How Long It Typically Lasts
For most people, taste recovers relatively quickly. The median recovery time is about 10 days, with an average closer to two weeks. By roughly two months after infection, about 79% of patients have their normal taste back. That leaves around 1 in 5 people still dealing with some degree of taste dysfunction beyond that window.

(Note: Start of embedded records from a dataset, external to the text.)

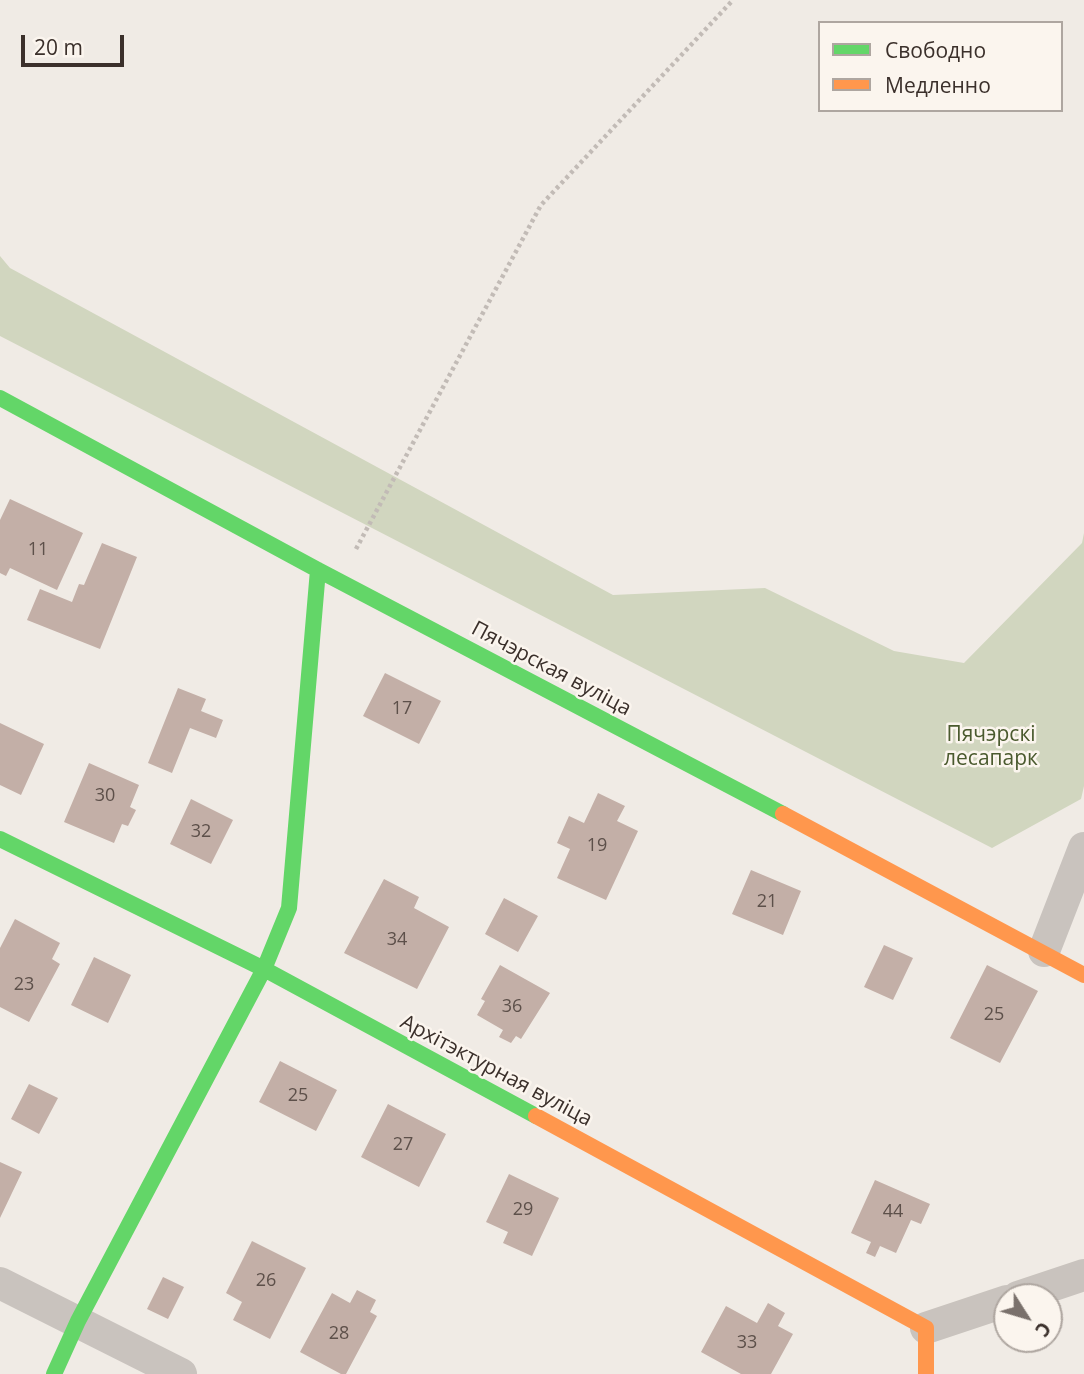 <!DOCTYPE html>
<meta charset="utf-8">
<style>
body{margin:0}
#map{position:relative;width:1084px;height:1374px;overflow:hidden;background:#f0ebe5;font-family:"Open Sans",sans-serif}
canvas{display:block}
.legend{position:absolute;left:818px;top:21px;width:245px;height:91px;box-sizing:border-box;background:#fbf5ee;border:2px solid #aea6a0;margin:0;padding:9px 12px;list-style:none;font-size:21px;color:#3b302b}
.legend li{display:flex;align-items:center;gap:14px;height:35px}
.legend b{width:35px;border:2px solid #aea6a0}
.north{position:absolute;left:993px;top:1283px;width:70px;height:70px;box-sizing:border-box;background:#fbf5ee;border:2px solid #aea6a0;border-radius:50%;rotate:127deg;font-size:19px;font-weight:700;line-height:28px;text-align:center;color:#3b302b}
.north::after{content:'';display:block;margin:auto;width:24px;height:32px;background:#7a716c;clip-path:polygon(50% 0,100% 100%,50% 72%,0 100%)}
.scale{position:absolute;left:21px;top:35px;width:103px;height:32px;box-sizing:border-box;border:4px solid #3b302b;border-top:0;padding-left:9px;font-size:21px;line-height:24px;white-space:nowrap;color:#3b302b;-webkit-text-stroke:5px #fbf5ee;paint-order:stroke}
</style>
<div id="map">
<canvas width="1084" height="1374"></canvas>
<ul class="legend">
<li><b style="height:9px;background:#63d668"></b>Свободно</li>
<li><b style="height:9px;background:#ff974d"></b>Медленно</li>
</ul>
<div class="north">С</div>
<div class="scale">20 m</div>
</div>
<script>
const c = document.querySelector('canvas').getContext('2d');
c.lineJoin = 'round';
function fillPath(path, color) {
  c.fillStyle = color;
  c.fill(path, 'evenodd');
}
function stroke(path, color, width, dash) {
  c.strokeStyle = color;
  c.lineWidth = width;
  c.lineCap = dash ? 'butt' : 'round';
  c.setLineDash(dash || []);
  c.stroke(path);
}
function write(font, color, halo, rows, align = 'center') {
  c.font = font + ' "Open Sans",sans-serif';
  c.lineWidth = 5;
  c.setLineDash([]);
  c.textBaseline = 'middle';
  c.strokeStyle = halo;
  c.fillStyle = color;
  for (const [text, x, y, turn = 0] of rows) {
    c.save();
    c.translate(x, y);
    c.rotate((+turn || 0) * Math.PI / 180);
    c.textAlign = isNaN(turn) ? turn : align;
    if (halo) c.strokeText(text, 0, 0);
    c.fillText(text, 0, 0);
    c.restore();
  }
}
const green = new Path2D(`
 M 0,256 L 10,268 L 613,595 L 765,588 L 894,651 L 964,663 L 1082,543 L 1084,533 L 1084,786 L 1081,799 L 992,848 L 0,336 Z`);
const building = new Path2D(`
 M 10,499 L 83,533 L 57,590 L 10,568 L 6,576 L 0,573 L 0,520 Z
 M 102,543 L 137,557 L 100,649 L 27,620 L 40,589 L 72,602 L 79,584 L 84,585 Z
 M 385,673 L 441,701 L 419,744 L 363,716 Z
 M 178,688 L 206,699 L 201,711 L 223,720 L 216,738 L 190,728 L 172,773 L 148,763 Z
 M 0,723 L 44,744 L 21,795 L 0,785 Z
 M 89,763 L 139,785 L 130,807 L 136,810 L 128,826 L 122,824 L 114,843 L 64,822 Z
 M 598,793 L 625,806 L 617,821 L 638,831 L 606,900 L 557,878 L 570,849 L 557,843 L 569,816 L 584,823 Z
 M 191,799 L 233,820 L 211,864 L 170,844 Z
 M 751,870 L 801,891 L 783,935 L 732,914 Z
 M 384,879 L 419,897 L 414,908 L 449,927 L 417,989 L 344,953 Z
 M 504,898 L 538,916 L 518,952 L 485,934 Z
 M 15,919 L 60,943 L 52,959 L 60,964 L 29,1022 L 0,1007 L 0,948 Z
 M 884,945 L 913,958 L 893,1000 L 864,987 Z
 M 94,957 L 131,975 L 108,1023 L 71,1005 Z
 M 500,965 L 550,993 L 521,1039 L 516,1036 L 511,1043 L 499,1037 L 503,1030 L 477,1015 L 485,1001 L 481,999 Z
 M 987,965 L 1038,991 L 1000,1063 L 950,1038 Z
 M 280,1061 L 337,1090 L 316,1131 L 259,1102 Z
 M 29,1084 L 58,1098 L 39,1134 L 11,1119 Z
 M 388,1104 L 446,1134 L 419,1187 L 361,1157 Z
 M 0,1162 L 22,1172 L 0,1218 Z
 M 509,1174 L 559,1198 L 532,1256 L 503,1243 L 508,1232 L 486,1222 Z
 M 875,1180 L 930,1204 L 921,1224 L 911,1220 L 896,1253 L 880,1246 L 875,1257 L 866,1253 L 871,1242 L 851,1233 Z
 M 252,1241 L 306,1268 L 270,1339 L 233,1320 L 242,1302 L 226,1293 Z
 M 163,1277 L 184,1287 L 168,1319 L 147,1309 Z
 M 357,1290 L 376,1300 L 370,1312 L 377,1316 L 346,1374 L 341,1374 L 300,1352 L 332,1293 L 350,1303 Z
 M 768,1303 L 785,1313 L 778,1326 L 793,1334 L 771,1374 L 741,1374 L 701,1352 L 726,1306 L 757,1323 Z`);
const path = new Path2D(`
 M 356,549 L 541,205 L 733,0`);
const street = new Path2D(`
 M 1044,951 L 1084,848
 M 0,1283 L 181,1374
 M 1018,1297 L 1084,1275
 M 926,1328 L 1007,1301`);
const fast = new Path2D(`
 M 0,398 L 318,570 L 783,814
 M 0,839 L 264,969 L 536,1116
 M 54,1374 L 78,1321 L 264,969 L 289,908 L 318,570`);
const slow = new Path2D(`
 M 783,814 L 1084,975
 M 536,1116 L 926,1328 L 926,1374`);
const numberNames = [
 ["11",38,550],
 ["17",402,709],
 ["30",105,796],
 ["32",201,832],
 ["19",597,846],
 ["21",767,902],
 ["34",397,940],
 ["23",24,985],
 ["36",512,1007],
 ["25",994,1015],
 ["25",298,1096],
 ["27",403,1145],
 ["29",523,1210],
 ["44",893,1212],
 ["26",266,1281],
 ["28",339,1334],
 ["33",747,1343]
];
const streetNames = [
 ["Пячэрская вуліца",551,669,28],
 ["Архітэктурная вуліца",496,1071,28]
];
const parkNames = [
 ["Пячэрскі",991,735],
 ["лесапарк",991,759]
];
fillPath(green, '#d1d6bf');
fillPath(building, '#c3afa7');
stroke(path, '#c2bbb6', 4.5, [3.5, 3.5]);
stroke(street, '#c9c3be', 32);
stroke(fast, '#63d668', 16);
stroke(slow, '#ff974d', 16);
write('18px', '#5d504a', null, numberNames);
write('21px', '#3b302b', '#fbf5ee', streetNames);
write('21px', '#4a5a2e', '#fbf5ee', parkNames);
</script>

A longer-term study measuring taste function an average of 13 months after COVID diagnosis found that objective taste dysfunction (measured by standardized testing) was essentially absent at that point. This is an important nuance: many people who report ongoing taste complaints after COVID may actually be experiencing lingering smell loss, which heavily influences how food “tastes.” Nearly one-third of people in that study still had some measurable smell deficit a year later, which can make food seem bland, off, or unpleasant even when the taste system itself has recovered.
Managing Taste Changes
There’s no proven treatment that reliably speeds up recovery from COVID-related taste changes. A Cochrane review examining interventions for taste disorders, including zinc supplements and acupuncture, found insufficient evidence to recommend either approach. That said, several practical strategies can help you cope while your taste normalizes.
Cold or room-temperature foods tend to produce less of the metallic or bitter taste that many patients find bothersome. Strong flavors like citrus, ginger, and mint can help mask unpleasant phantom tastes. Staying well hydrated and maintaining thorough oral hygiene, including brushing your tongue, may help counteract the bacterial shifts happening in your mouth during and after infection. Some people find that switching between different textures and temperatures during a meal keeps the experience more tolerable.
If your taste hasn’t improved after several weeks, the issue may partly be smell-related. Smell training, which involves deliberately sniffing a set of strong scents for 20 seconds each, twice a day, is a low-effort technique that has shown benefit for post-COVID smell recovery and may indirectly improve how food tastes to you.